Critics who contend that Wagner’s Jewish fixation is often embedded in his “music dramas” point often to 19th-century allusions that might not be as evident now. The allusions are certainly there, but conclusions need be cautious. There were many 19th-century treatments of the mythological Ahasuerus, the oddly named, accursed wandering Jew, and Wagner admitted he had him in mind when he composed The Flying Dutchman. The Flying Dutchman doesn’t really have anything to do with Jews, but Wagner’s sole mature comedy, The Mastersingers of Nuremberg, is another story, if a little indirectly. Some years ago a storm broke out when Barry Millington, a British Wagner expert, argued that not only was its libretto anti-Semitic, so was some of its music. In it, Beckmesser, town clerk and unbending keeper of singing rules for the Mastersingers’ guild, is an old creep who salivates for the beautiful Eva. She, however, loves the new knight in town, and her hand is the prize in an annual song contest. Beckmesser woos her by singing beneath her window and makes an ass of himself. Many critics, including Theodor Adorno, marked him out as an anti-Semitic figure; he is lascivious, limps (a characteristic often ascribed to Jews by detractors), and is the defender of law (read: Old Testament) against love (read: New Testament). Millington’s wrinkle was to show that Beckmesser’s song rouses mirth by exaggerated melismas, exactly what Wagner chastised as “Judaism” in music.
Critical howls ensued: Wagner was too much the artist to do such things, and, anyway, a Jew would never have been Nuremburg’s clerk. No he wouldn’t have been, responded Millington, but the issue is what Wagner evoked. He pointed to a letter in which Wagner wrote of another work that “I have learned to feel that to make one’s intentions too obvious risks impairing a proper understanding . . . in drama—as in any work of art—it is a question of making an impression not by parading one’s opinions but by setting forth what is instinctive.”
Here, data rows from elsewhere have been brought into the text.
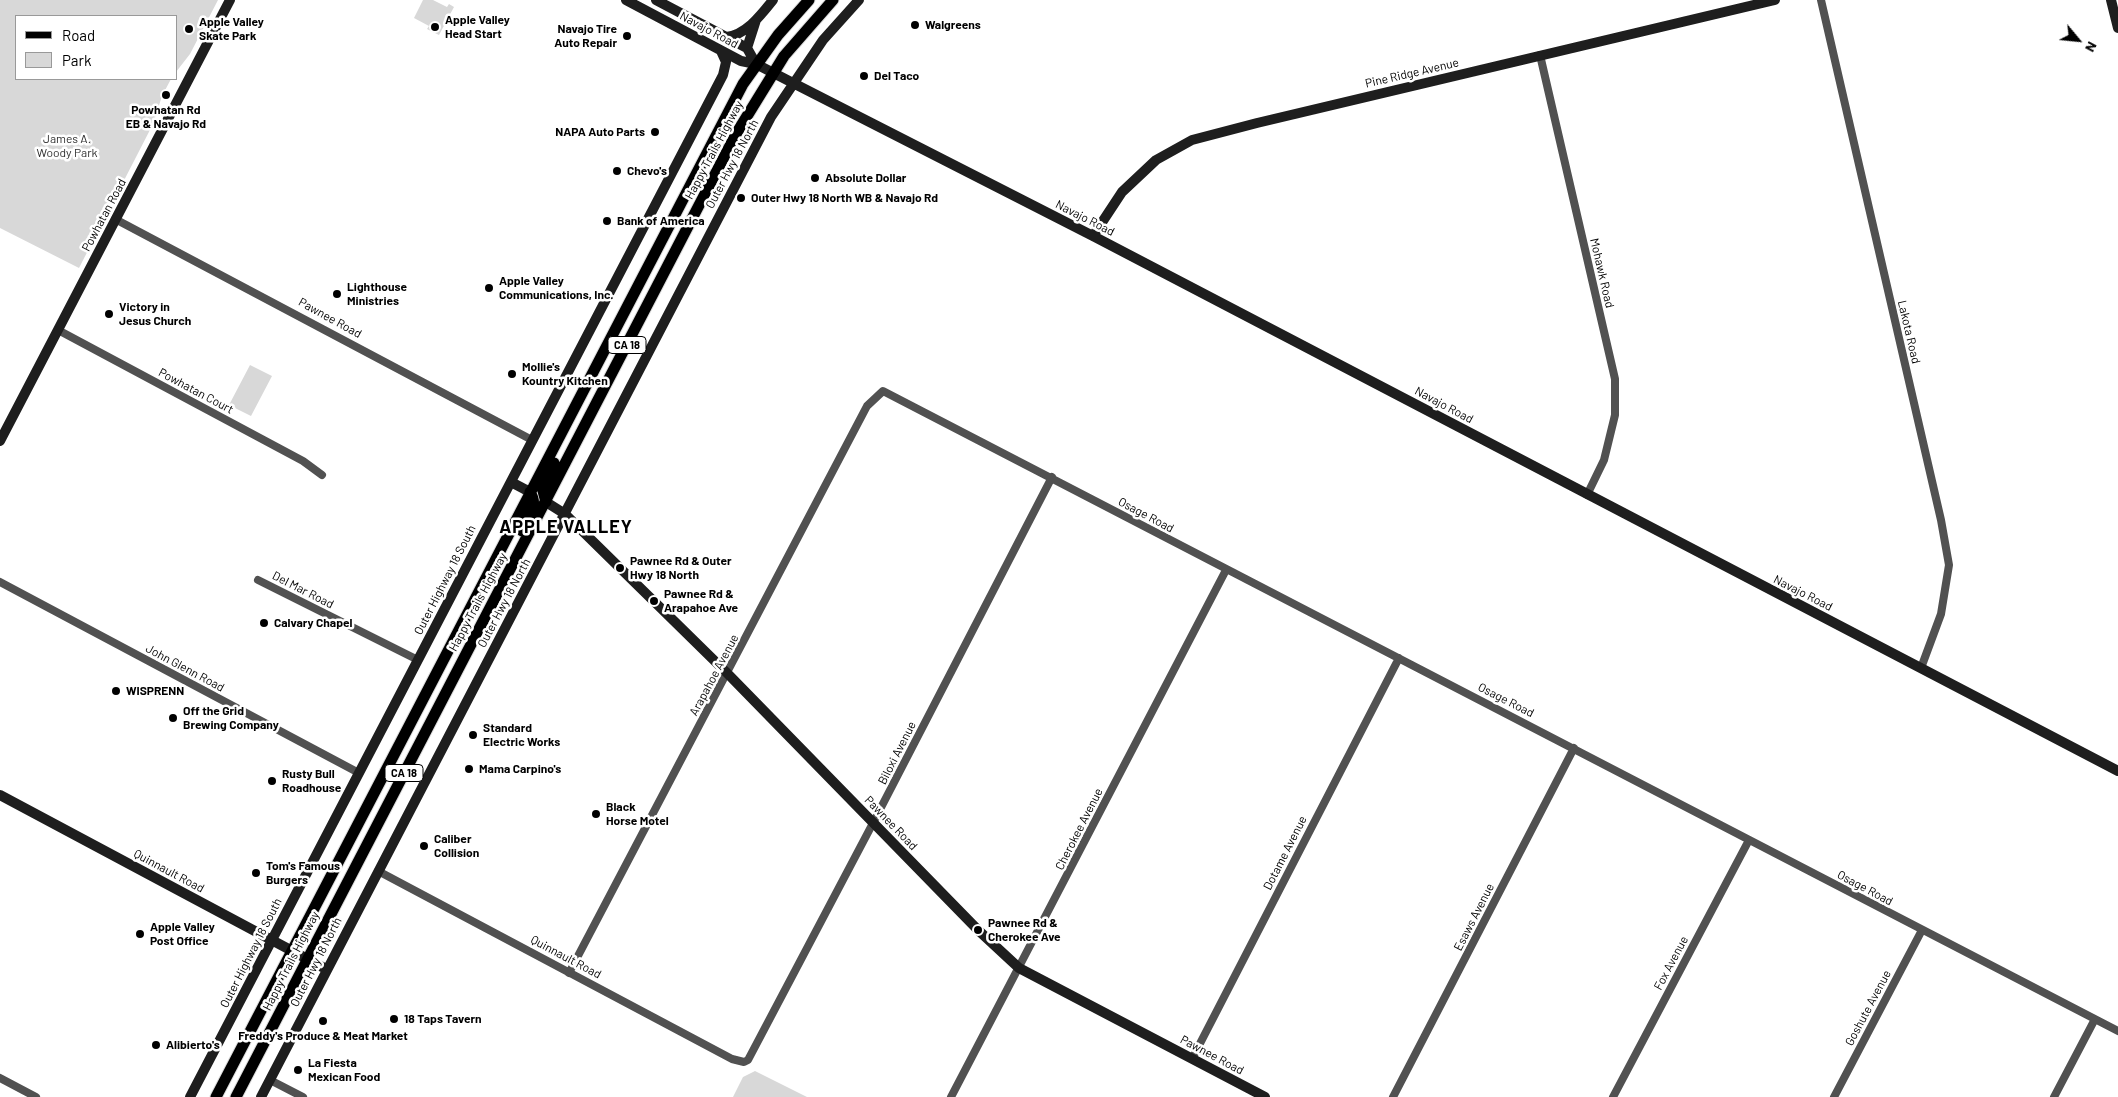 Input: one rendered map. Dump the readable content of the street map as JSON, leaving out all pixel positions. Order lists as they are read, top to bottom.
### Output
{
  "streets": {
    "main road": ["Happy Trails Highway", "CA 18"],
    "street": [
      "Navajo Road",
      "Pine Ridge Avenue",
      "Outer Hwy 18 North",
      "Powhatan Road",
      "Mohawk Road",
      "Pawnee Road",
      "Lakota Road",
      "Powhatan Court",
      "Osage Road",
      "Outer Highway 18 South",
      "Del Mar Road",
      "John Glenn Road",
      "Arapahoe Avenue",
      "Biloxi Avenue",
      "Cherokee Avenue",
      "Dotame Avenue",
      "Quinnault Road",
      "Esaws Avenue",
      "Fox Avenue",
      "Goshute Avenue"
    ]
  },
  "crossings": [
    ["Navajo Road", "Pine Ridge Avenue"],
    ["Navajo Road", "Happy Trails Highway"],
    ["Navajo Road", "Outer Hwy 18 North"],
    ["Navajo Road", "Mohawk Road"],
    ["Navajo Road", "Lakota Road"],
    ["Pine Ridge Avenue", "Mohawk Road"],
    ["Happy Trails Highway", "Pawnee Road"],
    ["Happy Trails Highway", "Quinnault Road"],
    ["Outer Hwy 18 North", "Pawnee Road"],
    ["Outer Hwy 18 North", "Quinnault Road"],
    ["Powhatan Road", "Pawnee Road"],
    ["Powhatan Road", "Powhatan Court"],
    ["Pawnee Road", "Outer Highway 18 South"],
    ["Pawnee Road", "Arapahoe Avenue"],
    ["Pawnee Road", "Biloxi Avenue"],
    ["Pawnee Road", "Cherokee Avenue"],
    ["Pawnee Road", "Dotame Avenue"],
    ["Osage Road", "Arapahoe Avenue"],
    ["Osage Road", "Biloxi Avenue"],
    ["Osage Road", "Cherokee Avenue"],
    ["Osage Road", "Dotame Avenue"],
    ["Osage Road", "Esaws Avenue"],
    ["Osage Road", "Fox Avenue"],
    ["Osage Road", "Goshute Avenue"],
    ["Outer Highway 18 South", "Del Mar Road"],
    ["Outer Highway 18 South", "John Glenn Road"],
    ["Outer Highway 18 South", "Quinnault Road"],
    ["Arapahoe Avenue", "Quinnault Road"],
    ["Biloxi Avenue", "Quinnault Road"]
  ],
  "districts": ["APPLE VALLEY"],
  "parks": ["James A. Woody Park"],
  "places": [
    "Walgreens",
    "Apple Valley Head Start",
    "Apple Valley Skate Park",
    "Navajo Tire Auto Repair",
    "Del Taco",
    "Powhatan Rd EB & Navajo Rd",
    "NAPA Auto Parts",
    "Chevo's",
    "Absolute Dollar",
    "Outer Hwy 18 North WB & Navajo Rd",
    "Bank of America",
    "Apple Valley Communications, Inc.",
    "Lighthouse Ministries",
    "Victory in Jesus Church",
    "Mollie's Kountry Kitchen",
    "Pawnee Rd & Outer Hwy 18 North",
    "Pawnee Rd & Arapahoe Ave",
    "Calvary Chapel",
    "WISPRENN",
    "Off the Grid Brewing Company",
    "Standard Electric Works",
    "Mama Carpino's",
    "Rusty Bull Roadhouse",
    "Black Horse Motel",
    "Caliber Collision",
    "Tom's Famous Burgers",
    "Pawnee Rd & Cherokee Ave",
    "Apple Valley Post Office",
    "18 Taps Tavern",
    "Freddy's Produce & Meat Market",
    "Alibierto's",
    "La Fiesta Mexican Food"
  ],
  "legend": ["Road", "Park"],
  "north": "bottom right"
}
Goodman has not been so subtle, neither in Klinghoffer nor in her earlier, much better, libretto for Nixon in China. In it, Henry Kissinger has what might be called the Beckmesser function. He is the opera’s boor, allowing everyone else, including Nixon, to appear heroic. Goodman declared that she wanted an opera of “character” whose protagonists were eloquent. And so it is for Dick and Pat, Mao and Madame Mao, and Zhou Enlai. Kissinger, however, is a lump on legs, tongue hanging out (in Sellars’ Houston production), lusting for girls. He is “the only character I ended up disliking, and it is fitting that he is a buffo bass,” says Goodman.
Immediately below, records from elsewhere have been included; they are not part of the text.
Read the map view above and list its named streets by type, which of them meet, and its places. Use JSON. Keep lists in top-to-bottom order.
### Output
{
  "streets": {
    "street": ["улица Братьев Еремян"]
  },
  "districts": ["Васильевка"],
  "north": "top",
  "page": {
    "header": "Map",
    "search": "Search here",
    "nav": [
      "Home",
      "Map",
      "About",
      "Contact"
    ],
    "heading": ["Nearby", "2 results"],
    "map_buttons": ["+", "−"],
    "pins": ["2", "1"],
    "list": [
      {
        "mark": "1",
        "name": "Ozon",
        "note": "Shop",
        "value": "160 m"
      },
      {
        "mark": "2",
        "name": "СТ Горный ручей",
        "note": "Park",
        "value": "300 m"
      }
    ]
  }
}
In a brilliant scene Pat and Dick go to see the famous agitprop opera-ballet The Red Detachment of Women. On stage Wu, a peasant heroine, is victimized (and pawed) by Lao Szu, a creepy whip-bearing henchman of a tyrannical landlord. “Doesn’t he look like you know who?” asks Pat. Lao Szu is, in fact, sung by and played to look like Kissinger. If Beckmesser makes himself a chump by exaggerated melismas, Lao Szu/Kissinger does so with musical angularity: His voice bounds an octave as he sings that Wu is “hot.” Money is involved too. After Lao Szu brags of his usefulness, Nixon tosses him coins. (“Here friend, something for you.”) At the end of the opera, when all the other characters are busy reflecting on their experiences and history, Kissinger—the German-Jewish intellectual who fled from the Nazis—goes to the toilet.
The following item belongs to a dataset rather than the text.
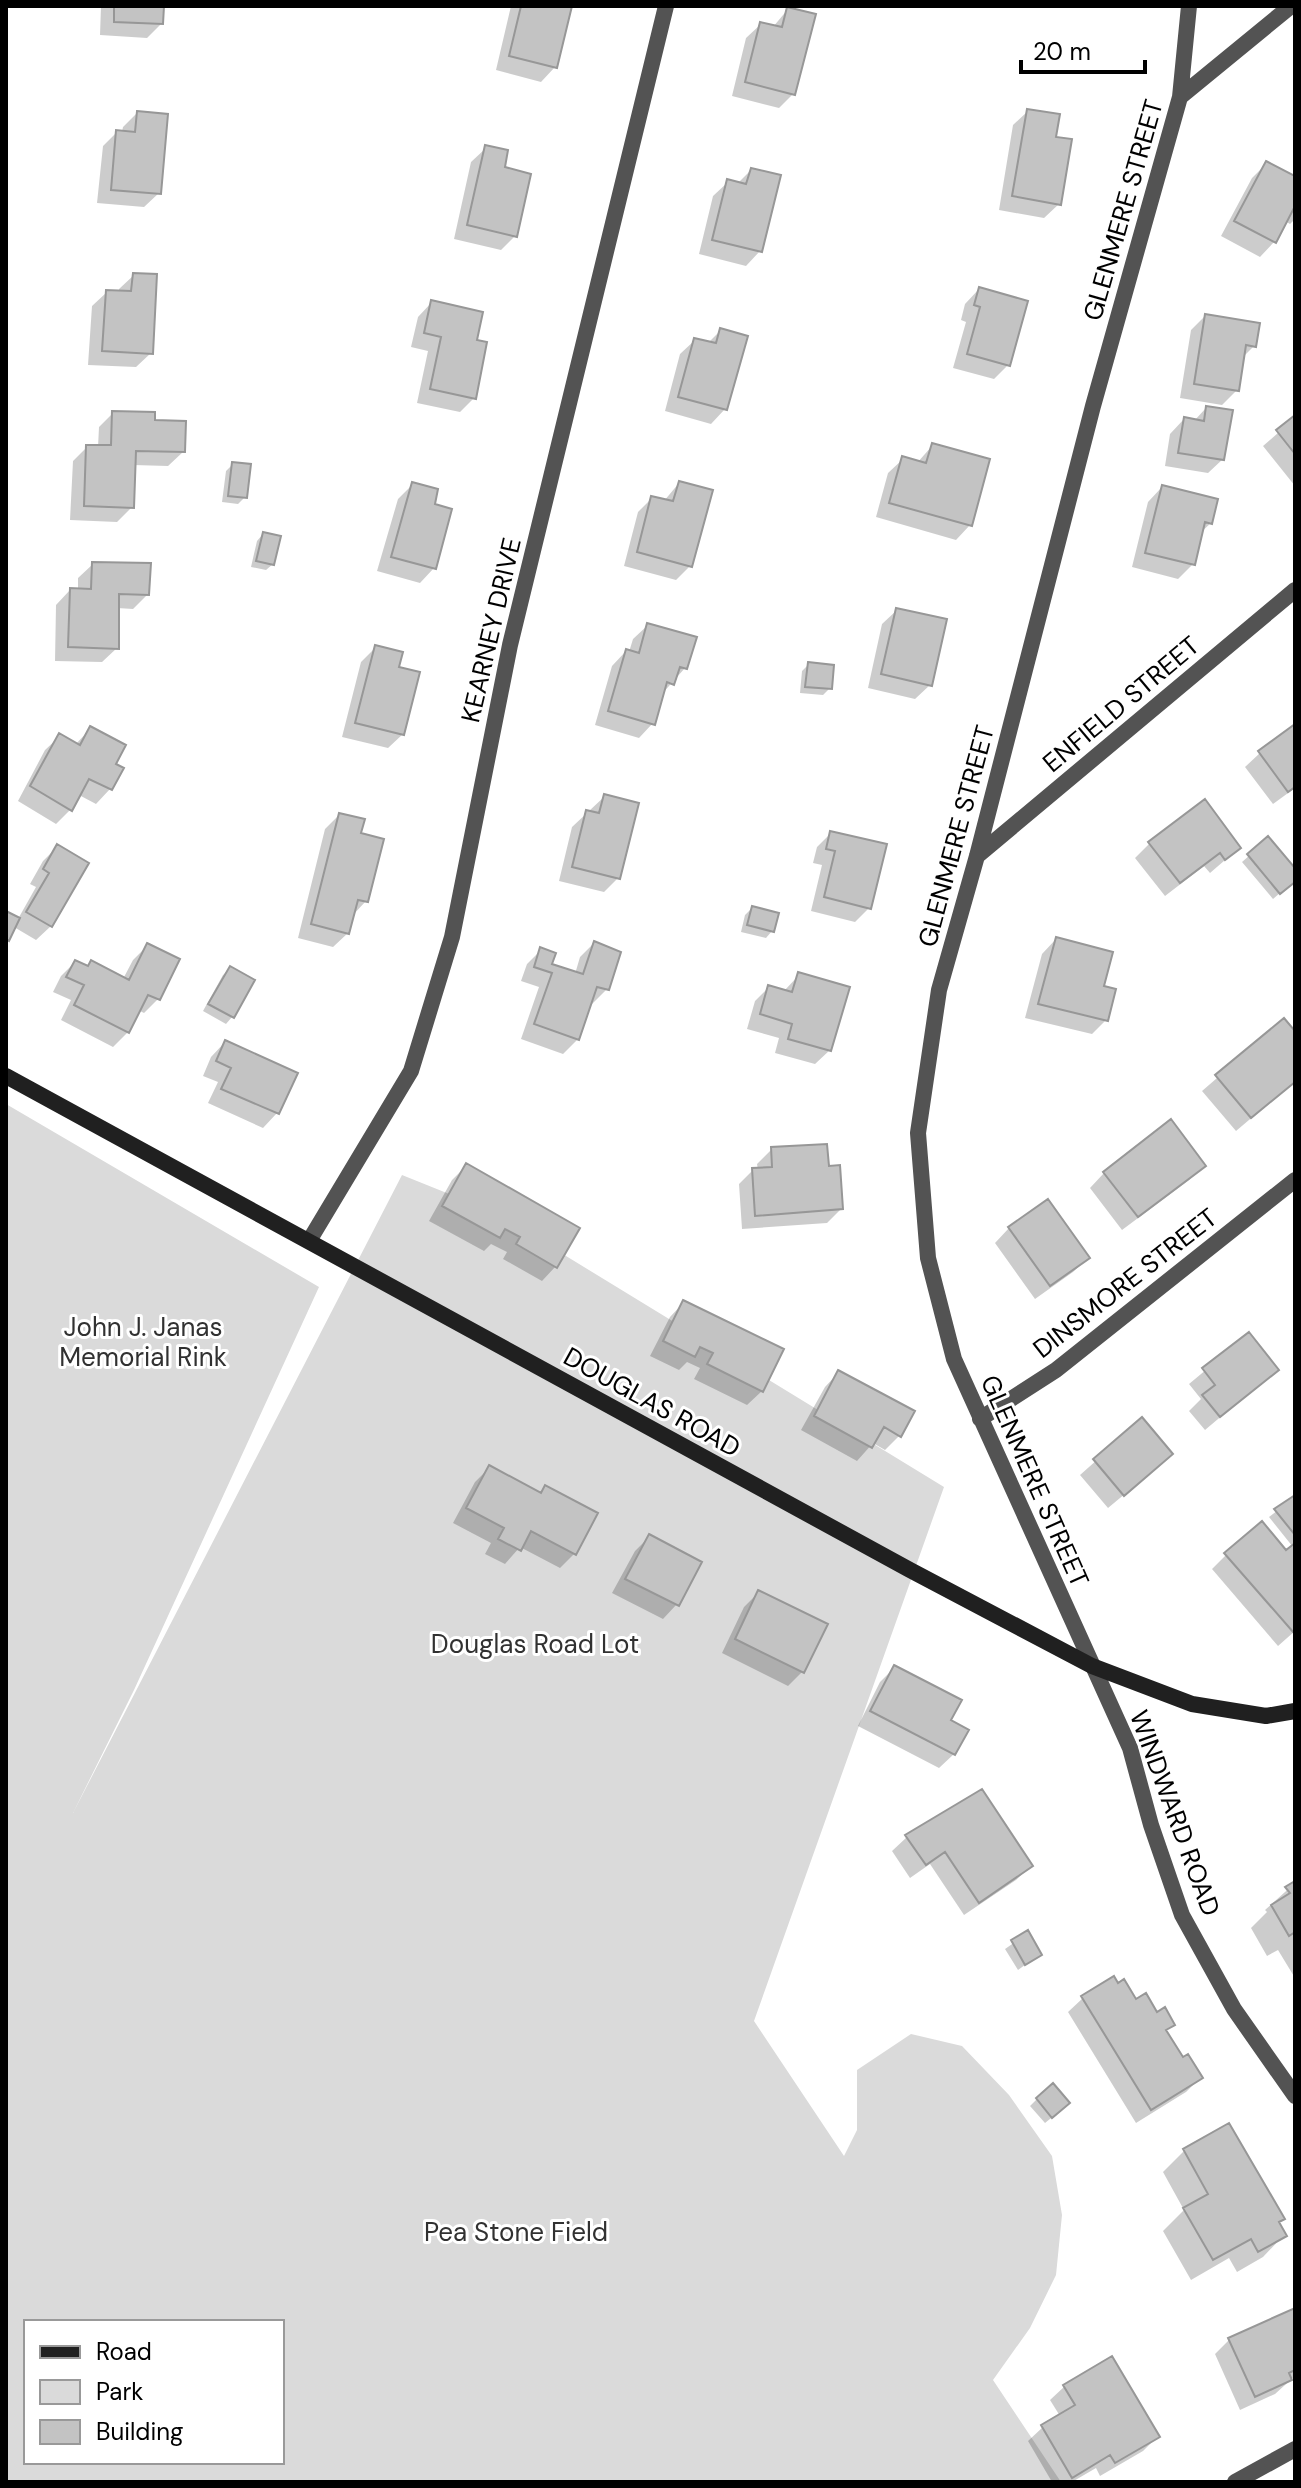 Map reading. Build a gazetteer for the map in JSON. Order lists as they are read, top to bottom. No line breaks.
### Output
{"streets":{"street":["GLENMERE STREET","KEARNEY DRIVE","ENFIELD STREET","DINSMORE STREET","DOUGLAS ROAD","WINDWARD ROAD"]},"crossings":[["GLENMERE STREET","ENFIELD STREET"],["GLENMERE STREET","DINSMORE STREET"],["GLENMERE STREET","DOUGLAS ROAD"],["GLENMERE STREET","WINDWARD ROAD"],["KEARNEY DRIVE","DOUGLAS ROAD"],["DOUGLAS ROAD","WINDWARD ROAD"]],"parks":["John J. Janas Memorial Rink","Douglas Road Lot","Pea Stone Field"],"legend":["Road","Park","Building"],"scale_bar":"20 m"}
A two-fold caution: No opera can be reduced entirely to its creators’ intentions, even if these come together to constitute a political world view open to legitimate criticism. But one must also resist the pretense that art takes place in some aesthetic ether, especially when the subject is political. When an artist, he was purely an artist, living in truth, say Wagner’s defenders. When disliking Jews, he was in a separate sphere of life. It seems absurd even to suggest such a defense in the case of Klinghoffer, which was so obviously a political intervention. But that is just it. When aspects of this opera based on events fresh to memory are challenged, defenders have a recourse that is a little too easy: How dare you? It is artistic meditation and the stage is illusion. Or they claim that it is “even-handed” or harbors some “truth” or is a “masterpiece,” whatever the historical details.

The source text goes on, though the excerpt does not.